*** Opening of LISTED ENTRIES ***
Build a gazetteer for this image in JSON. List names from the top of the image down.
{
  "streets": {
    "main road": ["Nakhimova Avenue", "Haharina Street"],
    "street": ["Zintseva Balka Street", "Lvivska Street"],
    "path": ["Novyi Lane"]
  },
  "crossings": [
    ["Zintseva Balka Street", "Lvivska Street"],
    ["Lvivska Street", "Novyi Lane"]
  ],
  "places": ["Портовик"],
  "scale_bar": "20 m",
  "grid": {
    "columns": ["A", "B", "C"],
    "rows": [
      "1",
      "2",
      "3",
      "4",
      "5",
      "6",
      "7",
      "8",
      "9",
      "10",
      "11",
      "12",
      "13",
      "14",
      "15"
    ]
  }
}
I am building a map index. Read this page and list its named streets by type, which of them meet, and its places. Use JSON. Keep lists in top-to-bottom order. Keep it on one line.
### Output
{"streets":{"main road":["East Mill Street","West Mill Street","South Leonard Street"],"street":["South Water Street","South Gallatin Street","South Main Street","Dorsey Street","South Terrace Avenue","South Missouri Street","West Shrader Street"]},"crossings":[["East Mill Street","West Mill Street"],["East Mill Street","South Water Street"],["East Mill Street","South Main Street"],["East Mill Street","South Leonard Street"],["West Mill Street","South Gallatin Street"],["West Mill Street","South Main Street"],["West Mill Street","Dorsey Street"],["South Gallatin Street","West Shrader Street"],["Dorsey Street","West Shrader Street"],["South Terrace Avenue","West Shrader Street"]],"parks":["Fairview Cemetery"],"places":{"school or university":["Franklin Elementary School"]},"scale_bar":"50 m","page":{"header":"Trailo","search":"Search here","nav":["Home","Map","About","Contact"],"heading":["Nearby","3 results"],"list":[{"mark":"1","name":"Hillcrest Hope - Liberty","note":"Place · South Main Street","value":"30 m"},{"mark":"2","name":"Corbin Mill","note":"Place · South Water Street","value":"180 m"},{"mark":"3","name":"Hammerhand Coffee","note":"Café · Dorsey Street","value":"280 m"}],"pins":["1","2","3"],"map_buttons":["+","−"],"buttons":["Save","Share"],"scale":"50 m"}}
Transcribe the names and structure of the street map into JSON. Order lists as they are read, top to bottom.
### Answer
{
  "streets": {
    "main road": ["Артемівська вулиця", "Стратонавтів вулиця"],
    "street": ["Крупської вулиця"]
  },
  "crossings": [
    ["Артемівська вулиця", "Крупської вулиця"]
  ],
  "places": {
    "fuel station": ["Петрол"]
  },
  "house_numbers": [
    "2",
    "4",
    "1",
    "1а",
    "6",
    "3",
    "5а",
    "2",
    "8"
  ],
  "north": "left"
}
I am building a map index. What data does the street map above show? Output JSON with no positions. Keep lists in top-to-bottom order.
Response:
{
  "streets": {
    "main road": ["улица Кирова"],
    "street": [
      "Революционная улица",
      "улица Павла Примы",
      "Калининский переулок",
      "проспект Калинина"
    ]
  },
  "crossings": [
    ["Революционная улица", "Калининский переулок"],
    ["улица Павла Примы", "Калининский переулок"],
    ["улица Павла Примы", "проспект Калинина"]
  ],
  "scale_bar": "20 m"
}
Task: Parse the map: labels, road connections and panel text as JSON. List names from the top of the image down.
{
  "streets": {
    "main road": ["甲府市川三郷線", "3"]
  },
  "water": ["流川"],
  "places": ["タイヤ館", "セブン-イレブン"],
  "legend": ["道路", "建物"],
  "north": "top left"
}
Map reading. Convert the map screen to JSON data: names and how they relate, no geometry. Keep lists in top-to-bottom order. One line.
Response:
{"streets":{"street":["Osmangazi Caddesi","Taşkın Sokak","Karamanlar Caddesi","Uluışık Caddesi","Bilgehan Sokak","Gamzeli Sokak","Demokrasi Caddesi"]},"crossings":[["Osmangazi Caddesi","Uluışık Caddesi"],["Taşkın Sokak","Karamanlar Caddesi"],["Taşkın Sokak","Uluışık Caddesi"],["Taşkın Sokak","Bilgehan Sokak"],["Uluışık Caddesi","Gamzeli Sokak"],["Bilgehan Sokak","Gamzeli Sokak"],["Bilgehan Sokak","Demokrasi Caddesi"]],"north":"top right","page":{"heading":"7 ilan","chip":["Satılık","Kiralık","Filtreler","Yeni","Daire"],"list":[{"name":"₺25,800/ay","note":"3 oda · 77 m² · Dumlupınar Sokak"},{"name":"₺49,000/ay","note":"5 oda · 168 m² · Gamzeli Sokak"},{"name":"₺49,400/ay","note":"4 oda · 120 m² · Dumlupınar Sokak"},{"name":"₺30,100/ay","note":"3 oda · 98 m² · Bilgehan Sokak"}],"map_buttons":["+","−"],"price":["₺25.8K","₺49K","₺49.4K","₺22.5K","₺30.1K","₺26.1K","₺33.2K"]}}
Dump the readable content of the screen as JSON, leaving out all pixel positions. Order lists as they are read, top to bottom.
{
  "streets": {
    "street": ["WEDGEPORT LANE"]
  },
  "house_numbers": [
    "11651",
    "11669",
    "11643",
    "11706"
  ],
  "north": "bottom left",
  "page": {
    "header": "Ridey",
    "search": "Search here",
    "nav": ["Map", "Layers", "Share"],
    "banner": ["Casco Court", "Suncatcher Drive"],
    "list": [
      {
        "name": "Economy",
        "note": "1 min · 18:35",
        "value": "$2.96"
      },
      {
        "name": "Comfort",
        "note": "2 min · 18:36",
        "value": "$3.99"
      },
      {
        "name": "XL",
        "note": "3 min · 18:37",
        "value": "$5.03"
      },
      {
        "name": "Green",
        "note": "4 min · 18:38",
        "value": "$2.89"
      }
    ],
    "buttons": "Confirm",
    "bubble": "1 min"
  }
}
*** Close of LISTED ENTRIES ***
■ **WORK INSTRUCTION**: If a line above contains the word "building", list it.

■ **EXERCISE RESPONSE**:
I am building a map index. Read this page and list its named streets by type, which of them meet, and its places. Use JSON. Keep lists in top-to-bottom order. Keep it on one line.
I am building a map index. What data does the street map above show? Output JSON with no positions. Keep lists in top-to-bottom order.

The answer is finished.